Assignment: Could you set down exactly the lines in the records below between the line holding "M 456,585 L 631,583" and the line holding "M 414,360 L 415,211", inclusive?

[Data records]
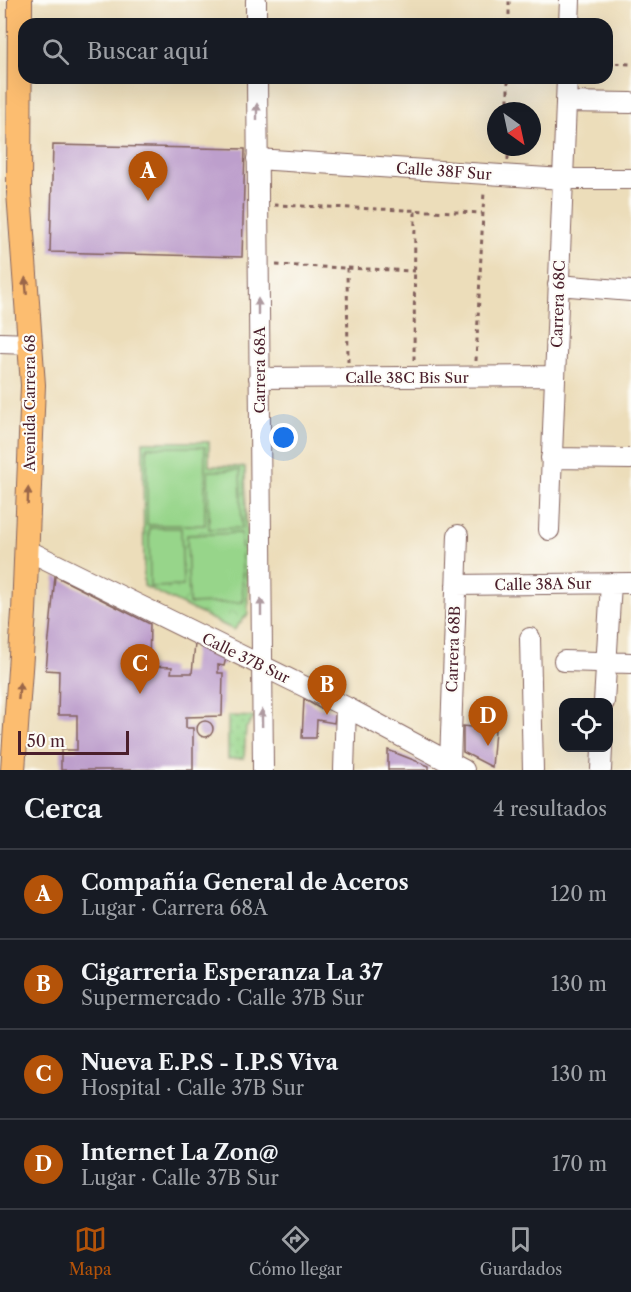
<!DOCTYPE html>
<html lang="es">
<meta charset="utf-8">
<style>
:root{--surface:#171b24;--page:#242831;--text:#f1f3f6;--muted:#9ea1a6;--line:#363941;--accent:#b45309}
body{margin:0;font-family:"Libre Caslon Text",serif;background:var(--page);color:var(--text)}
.controls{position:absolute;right:18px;bottom:18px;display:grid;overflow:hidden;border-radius:12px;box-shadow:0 6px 24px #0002}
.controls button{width:54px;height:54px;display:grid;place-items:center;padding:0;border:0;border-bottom:2px solid var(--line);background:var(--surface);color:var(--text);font:30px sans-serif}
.compass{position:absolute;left:487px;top:102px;width:54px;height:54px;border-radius:50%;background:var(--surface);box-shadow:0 6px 24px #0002;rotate:147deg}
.scale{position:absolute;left:18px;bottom:15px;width:111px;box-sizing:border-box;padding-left:6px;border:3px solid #4a1f2b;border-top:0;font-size:16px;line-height:21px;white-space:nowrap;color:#4a1f2b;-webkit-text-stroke:4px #fdfcf7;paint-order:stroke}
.you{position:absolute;left:284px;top:438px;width:21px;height:21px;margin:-15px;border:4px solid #fff;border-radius:50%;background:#1a73e8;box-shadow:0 0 0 9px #1a73e833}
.badge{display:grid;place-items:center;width:39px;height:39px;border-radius:50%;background:var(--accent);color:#fff;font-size:20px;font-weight:700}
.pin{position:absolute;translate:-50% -50px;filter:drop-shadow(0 2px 3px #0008)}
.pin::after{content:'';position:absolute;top:32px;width:21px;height:18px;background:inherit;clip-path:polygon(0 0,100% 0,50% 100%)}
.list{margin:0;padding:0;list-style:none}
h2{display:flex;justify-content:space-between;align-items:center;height:78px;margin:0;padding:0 24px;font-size:26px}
h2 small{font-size:20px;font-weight:400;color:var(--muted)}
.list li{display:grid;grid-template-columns:39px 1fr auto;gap:18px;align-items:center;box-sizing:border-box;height:90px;padding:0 24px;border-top:2px solid var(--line)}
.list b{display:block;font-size:22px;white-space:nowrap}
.list p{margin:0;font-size:20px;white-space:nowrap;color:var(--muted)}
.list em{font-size:20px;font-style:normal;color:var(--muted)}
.icon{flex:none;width:33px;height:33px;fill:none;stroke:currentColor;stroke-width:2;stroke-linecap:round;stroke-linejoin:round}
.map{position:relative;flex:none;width:631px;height:770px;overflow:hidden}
.search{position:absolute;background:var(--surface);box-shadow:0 6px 24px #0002;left:18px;right:18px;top:18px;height:66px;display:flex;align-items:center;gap:15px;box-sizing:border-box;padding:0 21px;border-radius:18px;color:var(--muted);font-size:22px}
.sheet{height:438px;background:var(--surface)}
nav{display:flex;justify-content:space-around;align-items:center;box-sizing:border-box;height:84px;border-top:2px solid var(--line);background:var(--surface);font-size:16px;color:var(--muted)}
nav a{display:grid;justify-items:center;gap:3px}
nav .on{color:var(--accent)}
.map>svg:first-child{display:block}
</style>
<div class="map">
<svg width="631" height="770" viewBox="0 0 631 770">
<defs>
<pattern id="grass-dots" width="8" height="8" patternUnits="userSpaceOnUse" patternTransform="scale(1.5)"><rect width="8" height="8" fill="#97d58a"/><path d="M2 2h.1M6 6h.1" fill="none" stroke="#84b677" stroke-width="1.8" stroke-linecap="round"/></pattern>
<pattern id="park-crowns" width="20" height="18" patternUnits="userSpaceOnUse" patternTransform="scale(1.5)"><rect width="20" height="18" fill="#97d58a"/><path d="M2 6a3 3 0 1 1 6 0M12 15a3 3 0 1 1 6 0" fill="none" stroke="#84b677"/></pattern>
</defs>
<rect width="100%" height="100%" fill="#fdfcf7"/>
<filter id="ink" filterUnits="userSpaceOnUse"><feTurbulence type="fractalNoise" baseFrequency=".0167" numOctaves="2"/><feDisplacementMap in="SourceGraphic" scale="12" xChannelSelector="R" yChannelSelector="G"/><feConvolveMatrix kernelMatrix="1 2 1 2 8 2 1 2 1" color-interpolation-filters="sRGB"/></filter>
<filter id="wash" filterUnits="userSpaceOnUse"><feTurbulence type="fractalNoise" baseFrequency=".008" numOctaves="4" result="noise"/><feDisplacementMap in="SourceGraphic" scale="24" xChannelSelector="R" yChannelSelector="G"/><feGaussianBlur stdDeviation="1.35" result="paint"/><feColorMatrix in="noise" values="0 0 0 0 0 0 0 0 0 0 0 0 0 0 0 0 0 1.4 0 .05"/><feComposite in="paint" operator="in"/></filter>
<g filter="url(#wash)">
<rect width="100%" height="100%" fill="#ecddba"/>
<path fill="url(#grass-dots)" stroke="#707a5a" stroke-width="1.5" d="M 228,716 L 255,717 L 246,728 L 244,758 L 228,759 Z"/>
<path fill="url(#park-crowns)" stroke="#707a5a" stroke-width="1.5" d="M 143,442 L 209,442 L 209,466 L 245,467 L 248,614 L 234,630 L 144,586 Z"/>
<path fill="#97d58a" stroke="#707a5a" stroke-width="1.5" d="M 147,447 L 205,447 L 205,525 L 147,525 Z
M 240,470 L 242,528 L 209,529 L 208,471 Z
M 149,528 L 181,528 L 183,586 L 150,587 Z
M 241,533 L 243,602 L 189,604 L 187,535 Z"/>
<g id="blocks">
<path fill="#bd9fcc" d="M 53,145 L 245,149 L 242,257 L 50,252 Z
M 55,576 L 150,624 L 149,666 L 172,667 L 171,673 L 192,673 L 195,644 L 226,658 L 224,666 L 218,665 L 218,673 L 223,673 L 222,716 L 186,717 L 186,728 L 193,728 L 193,770 L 61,770 L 61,750 L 77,750 L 77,715 L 58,715 L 59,671 L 46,670 Z
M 304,699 L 319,708 L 336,710 L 334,723 L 317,720 L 316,738 L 302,738 Z
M197 729a8 8 0 1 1 16 0a8 8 0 1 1-16 0Z
M 463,726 L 495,730 L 492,767 L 463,752 Z
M 388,750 L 429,766 L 429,770 L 388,770 Z"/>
</g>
</g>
<g filter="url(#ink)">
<use href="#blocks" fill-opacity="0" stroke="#83625d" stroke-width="1.5"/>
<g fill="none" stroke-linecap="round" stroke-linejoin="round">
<defs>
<path id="minor" d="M 256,0 L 256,24
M 569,24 L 570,0
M 257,78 L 263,770
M 566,102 L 631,103
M 257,159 L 563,179 L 631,179
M 558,285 L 631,291
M 0,343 L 31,344
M 259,378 L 555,376
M 551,458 L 631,459
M 549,530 L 567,78
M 27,550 L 346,707 L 464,770
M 456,585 L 631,583
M 530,638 L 533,770
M 564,661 L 631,663
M 604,702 L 611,583
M 450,762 L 458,535
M 344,770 L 346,707
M 601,770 L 602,748"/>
<path id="major" d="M 13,770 L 24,612 L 33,385 L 19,192 L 20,0"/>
</defs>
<use href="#minor" stroke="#83625d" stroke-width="22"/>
<use href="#major" stroke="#83625d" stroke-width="26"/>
<path stroke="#83625d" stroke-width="3" stroke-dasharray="4.5 4.5" stroke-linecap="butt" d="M 509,24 L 509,0
M 607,63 L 631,64
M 508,111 L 508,78
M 508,160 L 508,147
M 274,205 L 482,213
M 276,265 L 415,271
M 347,268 L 348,362
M 414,360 L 415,211
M 476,361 L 484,191"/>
<use href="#minor" stroke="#fff" stroke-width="20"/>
<use href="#major" stroke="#fcbd6f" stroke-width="24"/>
</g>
<defs><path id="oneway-solid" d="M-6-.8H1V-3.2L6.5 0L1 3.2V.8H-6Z" transform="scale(1.5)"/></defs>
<g fill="#ae9aa0">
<use href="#oneway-solid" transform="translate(257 112) rotate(-90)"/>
<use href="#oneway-solid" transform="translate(258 307) rotate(-90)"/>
<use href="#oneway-solid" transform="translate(261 607) rotate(-90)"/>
<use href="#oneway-solid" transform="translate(262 718) rotate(-91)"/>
</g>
<g fill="#9a664a">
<use href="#oneway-solid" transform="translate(26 286) rotate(-95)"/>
<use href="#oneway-solid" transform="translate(28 496) rotate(-88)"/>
<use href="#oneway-solid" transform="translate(19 691) rotate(-86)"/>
</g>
</g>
<g text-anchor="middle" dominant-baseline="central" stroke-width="4.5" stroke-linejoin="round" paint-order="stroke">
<g font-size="15" fill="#4a1f2b" stroke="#fdfcf7">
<text transform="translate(444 171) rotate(4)">Calle 38F Sur</text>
<text transform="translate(558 304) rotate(-88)">Carrera 68C</text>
<text transform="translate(259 370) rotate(-90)">Carrera 68A</text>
<text x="407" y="377">Calle 38C Bis Sur</text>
<text transform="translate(29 403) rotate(-90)">Avenida Carrera 68</text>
<text transform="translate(543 584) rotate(-1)">Calle 38A Sur</text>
<text transform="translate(453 649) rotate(-88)">Carrera 68B</text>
<text transform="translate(246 658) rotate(26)">Calle 37B Sur</text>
</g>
</g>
</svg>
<div class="controls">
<button><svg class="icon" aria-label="locate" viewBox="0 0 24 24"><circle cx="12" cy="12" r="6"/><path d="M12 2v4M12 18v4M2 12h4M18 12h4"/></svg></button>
</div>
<svg class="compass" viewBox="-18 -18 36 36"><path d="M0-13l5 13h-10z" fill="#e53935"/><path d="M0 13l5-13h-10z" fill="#9ea1a6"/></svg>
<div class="scale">50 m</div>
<div class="you"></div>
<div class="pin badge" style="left:148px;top:201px">A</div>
<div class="pin badge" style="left:327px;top:715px">B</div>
<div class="pin badge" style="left:140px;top:694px">C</div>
<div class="pin badge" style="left:488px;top:746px">D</div>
<div class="search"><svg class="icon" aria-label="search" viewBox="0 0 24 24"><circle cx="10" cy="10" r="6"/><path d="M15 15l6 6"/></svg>Buscar aquí</div>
</div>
<section class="sheet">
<h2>Cerca<small>4 resultados</small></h2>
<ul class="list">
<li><span class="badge">A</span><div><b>Compañía General de Aceros</b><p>Lugar · Carrera 68A</p></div><em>120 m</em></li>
<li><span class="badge">B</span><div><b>Cigarreria Esperanza La 37</b><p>Supermercado · Calle 37B Sur</p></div><em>130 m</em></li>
<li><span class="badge">C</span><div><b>Nueva E.P.S - I.P.S Viva</b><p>Hospital · Calle 37B Sur</p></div><em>130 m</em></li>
<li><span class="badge">D</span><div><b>Internet La Zon@</b><p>Lugar · Calle 37B Sur</p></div><em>170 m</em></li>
</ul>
</section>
<nav>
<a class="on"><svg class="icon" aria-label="map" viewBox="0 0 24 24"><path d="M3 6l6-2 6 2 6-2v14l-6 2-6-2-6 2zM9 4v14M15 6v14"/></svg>Mapa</a>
<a><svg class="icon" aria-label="directions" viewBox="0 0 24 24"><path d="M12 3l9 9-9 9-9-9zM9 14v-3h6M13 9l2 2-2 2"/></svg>Cómo llegar</a>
<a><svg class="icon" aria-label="saved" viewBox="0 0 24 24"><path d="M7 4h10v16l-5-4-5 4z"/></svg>Guardados</a>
</nav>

Task solution:
M 456,585 L 631,583
M 530,638 L 533,770
M 564,661 L 631,663
M 604,702 L 611,583
M 450,762 L 458,535
M 344,770 L 346,707
M 601,770 L 602,748"/>
<path id="major" d="M 13,770 L 24,612 L 33,385 L 19,192 L 20,0"/>
</defs>
<use href="#minor" stroke="#83625d" stroke-width="22"/>
<use href="#major" stroke="#83625d" stroke-width="26"/>
<path stroke="#83625d" stroke-width="3" stroke-dasharray="4.5 4.5" stroke-linecap="butt" d="M 509,24 L 509,0
M 607,63 L 631,64
M 508,111 L 508,78
M 508,160 L 508,147
M 274,205 L 482,213
M 276,265 L 415,271
M 347,268 L 348,362
M 414,360 L 415,211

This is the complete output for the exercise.